[Source data]

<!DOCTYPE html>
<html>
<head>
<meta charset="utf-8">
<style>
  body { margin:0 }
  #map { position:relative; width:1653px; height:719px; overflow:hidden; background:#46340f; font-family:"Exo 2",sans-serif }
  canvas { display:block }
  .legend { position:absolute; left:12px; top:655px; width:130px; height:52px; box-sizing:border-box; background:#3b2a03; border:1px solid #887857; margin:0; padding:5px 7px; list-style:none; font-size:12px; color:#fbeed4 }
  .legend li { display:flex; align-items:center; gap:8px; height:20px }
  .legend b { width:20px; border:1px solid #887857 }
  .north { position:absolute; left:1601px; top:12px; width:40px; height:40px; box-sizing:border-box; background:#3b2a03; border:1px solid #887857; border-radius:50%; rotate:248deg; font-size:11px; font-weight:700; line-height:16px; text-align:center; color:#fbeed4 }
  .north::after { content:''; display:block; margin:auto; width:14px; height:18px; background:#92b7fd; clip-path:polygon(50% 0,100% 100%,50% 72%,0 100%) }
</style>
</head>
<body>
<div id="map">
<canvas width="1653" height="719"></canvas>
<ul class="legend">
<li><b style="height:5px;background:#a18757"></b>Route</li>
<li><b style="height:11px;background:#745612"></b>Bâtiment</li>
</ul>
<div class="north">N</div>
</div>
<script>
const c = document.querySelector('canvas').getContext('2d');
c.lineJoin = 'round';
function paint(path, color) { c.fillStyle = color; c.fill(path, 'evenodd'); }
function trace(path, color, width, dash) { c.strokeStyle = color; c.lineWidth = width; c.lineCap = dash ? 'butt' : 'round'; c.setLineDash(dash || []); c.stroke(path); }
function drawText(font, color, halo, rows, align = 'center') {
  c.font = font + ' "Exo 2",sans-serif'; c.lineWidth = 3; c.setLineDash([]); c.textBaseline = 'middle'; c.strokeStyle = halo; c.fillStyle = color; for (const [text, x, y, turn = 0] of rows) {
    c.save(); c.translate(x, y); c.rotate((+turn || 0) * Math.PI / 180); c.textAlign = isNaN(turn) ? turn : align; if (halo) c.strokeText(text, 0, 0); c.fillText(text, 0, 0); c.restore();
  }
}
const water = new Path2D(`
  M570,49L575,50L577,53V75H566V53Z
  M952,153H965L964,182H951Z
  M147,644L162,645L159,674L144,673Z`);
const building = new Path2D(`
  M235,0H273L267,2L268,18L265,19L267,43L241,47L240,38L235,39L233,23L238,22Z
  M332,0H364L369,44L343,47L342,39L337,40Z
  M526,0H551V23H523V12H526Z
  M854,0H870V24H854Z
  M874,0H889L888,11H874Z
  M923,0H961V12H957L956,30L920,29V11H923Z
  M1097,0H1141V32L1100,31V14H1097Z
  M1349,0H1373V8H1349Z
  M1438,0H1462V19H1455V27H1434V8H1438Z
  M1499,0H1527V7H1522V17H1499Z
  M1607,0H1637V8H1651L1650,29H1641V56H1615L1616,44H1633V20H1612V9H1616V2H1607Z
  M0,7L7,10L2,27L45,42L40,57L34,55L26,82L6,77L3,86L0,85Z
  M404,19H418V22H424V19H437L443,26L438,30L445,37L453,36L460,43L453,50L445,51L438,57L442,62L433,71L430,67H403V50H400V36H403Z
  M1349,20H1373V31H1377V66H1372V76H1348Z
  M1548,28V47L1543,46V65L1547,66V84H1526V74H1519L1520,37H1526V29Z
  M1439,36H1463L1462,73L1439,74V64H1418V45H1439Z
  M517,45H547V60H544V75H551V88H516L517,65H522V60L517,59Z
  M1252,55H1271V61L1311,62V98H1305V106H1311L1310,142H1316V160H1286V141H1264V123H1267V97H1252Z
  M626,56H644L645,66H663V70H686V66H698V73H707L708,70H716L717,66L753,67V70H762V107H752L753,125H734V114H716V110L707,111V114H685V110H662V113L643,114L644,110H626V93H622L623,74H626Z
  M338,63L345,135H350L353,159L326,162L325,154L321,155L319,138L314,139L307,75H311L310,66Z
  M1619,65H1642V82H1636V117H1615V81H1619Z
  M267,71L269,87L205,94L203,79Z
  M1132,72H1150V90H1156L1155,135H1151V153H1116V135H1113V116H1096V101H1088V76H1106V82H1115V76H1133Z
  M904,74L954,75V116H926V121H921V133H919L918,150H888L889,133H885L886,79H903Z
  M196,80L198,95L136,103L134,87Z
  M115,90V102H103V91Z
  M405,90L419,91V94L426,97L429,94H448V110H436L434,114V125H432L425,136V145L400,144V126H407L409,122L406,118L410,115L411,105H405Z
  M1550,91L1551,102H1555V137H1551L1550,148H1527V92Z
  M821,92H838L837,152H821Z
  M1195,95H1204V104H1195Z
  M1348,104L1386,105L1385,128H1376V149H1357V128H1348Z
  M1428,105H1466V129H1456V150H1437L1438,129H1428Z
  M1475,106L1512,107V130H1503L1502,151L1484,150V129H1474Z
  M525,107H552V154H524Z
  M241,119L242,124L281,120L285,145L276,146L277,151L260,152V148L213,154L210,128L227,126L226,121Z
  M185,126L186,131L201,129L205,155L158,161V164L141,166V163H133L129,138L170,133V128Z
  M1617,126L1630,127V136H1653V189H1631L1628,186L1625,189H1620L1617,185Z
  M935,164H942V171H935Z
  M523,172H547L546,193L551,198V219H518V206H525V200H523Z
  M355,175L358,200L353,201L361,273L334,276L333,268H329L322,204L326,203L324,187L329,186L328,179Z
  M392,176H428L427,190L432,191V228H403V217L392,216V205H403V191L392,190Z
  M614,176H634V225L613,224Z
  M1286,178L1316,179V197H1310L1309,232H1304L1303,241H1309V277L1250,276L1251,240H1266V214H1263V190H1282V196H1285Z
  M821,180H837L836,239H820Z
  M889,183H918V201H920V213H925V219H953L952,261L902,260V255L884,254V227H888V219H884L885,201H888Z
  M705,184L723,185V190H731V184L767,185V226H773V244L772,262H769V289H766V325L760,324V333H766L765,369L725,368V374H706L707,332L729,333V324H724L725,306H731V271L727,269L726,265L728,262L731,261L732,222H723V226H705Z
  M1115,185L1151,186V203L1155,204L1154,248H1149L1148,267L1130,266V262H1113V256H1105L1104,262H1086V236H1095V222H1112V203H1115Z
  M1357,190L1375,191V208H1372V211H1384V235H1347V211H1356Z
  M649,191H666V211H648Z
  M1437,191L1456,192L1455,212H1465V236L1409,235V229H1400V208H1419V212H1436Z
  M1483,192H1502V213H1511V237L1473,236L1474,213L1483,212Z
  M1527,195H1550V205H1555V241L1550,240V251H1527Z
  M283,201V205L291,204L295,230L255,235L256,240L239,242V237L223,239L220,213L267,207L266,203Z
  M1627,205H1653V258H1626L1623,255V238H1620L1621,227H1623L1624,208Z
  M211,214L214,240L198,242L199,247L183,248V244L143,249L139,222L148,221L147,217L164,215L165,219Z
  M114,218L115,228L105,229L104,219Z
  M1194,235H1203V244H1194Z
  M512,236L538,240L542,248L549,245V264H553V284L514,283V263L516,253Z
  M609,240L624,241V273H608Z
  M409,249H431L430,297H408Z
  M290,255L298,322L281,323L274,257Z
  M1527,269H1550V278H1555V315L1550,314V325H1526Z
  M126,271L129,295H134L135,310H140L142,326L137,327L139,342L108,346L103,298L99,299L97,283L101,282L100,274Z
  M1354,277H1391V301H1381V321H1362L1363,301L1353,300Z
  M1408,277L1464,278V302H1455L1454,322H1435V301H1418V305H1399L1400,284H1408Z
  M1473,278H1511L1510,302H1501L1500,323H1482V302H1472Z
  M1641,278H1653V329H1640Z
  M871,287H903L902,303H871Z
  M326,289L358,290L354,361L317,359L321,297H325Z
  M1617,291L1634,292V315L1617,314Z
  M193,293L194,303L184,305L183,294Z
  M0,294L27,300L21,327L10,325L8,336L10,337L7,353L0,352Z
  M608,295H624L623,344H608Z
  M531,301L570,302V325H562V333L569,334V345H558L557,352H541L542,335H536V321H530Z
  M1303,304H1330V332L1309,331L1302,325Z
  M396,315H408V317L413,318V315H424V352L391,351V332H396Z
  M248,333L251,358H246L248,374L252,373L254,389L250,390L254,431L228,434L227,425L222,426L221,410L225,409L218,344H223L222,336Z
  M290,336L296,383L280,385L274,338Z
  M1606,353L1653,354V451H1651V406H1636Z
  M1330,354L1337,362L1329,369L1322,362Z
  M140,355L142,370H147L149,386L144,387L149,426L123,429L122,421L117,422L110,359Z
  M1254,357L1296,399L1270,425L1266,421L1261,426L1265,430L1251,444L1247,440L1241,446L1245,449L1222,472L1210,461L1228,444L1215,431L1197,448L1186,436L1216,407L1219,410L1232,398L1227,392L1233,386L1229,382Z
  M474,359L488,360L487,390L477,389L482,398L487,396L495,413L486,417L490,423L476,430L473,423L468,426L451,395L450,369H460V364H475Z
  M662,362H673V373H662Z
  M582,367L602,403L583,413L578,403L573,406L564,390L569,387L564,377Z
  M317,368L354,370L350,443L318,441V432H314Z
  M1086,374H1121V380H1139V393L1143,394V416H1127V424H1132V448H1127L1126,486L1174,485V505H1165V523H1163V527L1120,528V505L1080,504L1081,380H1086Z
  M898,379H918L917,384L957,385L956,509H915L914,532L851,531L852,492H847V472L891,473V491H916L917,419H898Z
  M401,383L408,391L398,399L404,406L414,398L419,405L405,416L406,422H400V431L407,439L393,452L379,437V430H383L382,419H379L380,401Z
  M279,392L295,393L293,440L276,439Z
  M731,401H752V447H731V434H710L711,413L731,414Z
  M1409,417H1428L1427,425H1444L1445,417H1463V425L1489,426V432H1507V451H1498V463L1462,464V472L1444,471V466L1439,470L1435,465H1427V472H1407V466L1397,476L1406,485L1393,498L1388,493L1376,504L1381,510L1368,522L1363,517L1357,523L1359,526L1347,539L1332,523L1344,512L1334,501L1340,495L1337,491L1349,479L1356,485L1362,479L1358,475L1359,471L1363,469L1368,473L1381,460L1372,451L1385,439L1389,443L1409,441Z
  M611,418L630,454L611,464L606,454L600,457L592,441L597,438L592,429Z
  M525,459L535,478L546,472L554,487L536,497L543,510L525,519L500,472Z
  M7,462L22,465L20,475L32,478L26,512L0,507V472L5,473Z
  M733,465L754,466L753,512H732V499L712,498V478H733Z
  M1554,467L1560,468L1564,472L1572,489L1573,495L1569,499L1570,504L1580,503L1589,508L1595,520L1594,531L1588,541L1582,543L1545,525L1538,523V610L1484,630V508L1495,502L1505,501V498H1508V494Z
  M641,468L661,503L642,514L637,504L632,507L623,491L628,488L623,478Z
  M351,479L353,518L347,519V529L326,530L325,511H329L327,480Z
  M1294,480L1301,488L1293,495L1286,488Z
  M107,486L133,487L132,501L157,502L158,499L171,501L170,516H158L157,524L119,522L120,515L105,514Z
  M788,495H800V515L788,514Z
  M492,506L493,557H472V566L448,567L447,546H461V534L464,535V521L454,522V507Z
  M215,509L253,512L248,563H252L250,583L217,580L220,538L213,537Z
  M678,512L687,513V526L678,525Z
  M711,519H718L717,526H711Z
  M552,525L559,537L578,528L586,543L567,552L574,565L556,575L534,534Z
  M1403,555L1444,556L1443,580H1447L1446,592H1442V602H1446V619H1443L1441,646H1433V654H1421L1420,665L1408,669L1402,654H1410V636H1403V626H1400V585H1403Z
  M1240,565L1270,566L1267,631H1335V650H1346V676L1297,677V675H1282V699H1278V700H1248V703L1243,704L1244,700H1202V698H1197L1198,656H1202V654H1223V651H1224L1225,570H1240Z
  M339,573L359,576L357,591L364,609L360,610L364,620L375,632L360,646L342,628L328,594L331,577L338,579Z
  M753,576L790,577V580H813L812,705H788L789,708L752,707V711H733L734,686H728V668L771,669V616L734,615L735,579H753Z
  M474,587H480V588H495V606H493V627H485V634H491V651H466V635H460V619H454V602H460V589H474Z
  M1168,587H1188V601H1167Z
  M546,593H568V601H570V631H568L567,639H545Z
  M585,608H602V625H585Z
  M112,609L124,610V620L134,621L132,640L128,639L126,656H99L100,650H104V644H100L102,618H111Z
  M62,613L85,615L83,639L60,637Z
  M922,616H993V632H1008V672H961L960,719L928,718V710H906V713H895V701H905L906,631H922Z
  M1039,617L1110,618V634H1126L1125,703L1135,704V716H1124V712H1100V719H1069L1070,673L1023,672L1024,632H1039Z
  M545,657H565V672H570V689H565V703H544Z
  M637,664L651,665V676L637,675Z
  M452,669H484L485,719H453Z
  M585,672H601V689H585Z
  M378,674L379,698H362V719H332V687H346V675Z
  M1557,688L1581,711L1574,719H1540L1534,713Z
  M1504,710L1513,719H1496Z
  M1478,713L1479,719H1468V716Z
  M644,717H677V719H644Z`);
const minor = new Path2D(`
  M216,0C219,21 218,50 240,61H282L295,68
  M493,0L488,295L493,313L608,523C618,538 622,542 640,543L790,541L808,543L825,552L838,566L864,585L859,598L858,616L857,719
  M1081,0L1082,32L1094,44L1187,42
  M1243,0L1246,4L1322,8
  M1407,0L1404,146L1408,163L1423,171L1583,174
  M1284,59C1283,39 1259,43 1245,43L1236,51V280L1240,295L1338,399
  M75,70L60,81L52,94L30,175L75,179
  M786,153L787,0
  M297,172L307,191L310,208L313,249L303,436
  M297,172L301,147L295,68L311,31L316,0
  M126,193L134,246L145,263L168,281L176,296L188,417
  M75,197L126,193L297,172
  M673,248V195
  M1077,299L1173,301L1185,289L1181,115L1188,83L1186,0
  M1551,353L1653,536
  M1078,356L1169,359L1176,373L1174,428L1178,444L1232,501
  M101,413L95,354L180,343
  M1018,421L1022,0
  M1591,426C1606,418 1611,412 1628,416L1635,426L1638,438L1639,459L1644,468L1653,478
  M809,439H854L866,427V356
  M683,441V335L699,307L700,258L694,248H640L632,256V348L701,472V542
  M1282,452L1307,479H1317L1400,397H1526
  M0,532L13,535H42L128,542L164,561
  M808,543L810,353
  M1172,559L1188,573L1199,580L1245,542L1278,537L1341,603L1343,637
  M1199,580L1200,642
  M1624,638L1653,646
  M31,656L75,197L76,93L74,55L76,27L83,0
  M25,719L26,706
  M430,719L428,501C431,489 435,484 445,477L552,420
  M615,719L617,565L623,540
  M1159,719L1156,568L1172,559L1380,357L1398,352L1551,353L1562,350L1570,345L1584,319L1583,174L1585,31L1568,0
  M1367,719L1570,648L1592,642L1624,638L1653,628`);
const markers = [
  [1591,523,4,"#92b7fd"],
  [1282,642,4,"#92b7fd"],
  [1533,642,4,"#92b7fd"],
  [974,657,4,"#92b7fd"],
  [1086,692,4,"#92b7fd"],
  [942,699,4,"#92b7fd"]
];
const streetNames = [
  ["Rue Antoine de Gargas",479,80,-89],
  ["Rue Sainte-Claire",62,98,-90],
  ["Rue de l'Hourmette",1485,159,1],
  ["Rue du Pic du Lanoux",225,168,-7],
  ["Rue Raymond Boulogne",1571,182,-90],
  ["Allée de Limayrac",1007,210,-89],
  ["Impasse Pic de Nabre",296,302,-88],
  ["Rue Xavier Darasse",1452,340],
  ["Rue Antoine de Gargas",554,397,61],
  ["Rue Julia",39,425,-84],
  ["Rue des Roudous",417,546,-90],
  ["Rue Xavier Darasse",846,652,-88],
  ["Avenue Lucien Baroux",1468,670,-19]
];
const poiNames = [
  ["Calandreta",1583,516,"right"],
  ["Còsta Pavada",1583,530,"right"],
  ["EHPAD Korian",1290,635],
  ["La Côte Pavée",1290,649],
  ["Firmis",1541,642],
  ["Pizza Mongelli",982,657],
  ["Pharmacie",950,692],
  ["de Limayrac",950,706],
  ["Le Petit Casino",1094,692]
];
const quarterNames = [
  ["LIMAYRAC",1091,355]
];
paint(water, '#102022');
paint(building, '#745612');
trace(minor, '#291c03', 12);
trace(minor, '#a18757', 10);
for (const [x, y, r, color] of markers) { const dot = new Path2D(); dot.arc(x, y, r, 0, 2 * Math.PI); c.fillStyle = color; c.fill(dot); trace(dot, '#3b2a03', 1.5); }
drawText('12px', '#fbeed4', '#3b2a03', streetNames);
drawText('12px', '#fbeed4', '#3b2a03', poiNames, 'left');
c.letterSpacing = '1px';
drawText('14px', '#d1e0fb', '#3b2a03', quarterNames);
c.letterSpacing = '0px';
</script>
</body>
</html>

[Exercise directions]
Count the lines above that include the word "canvas". Reply with that number alone.

[Result of this exercise]
3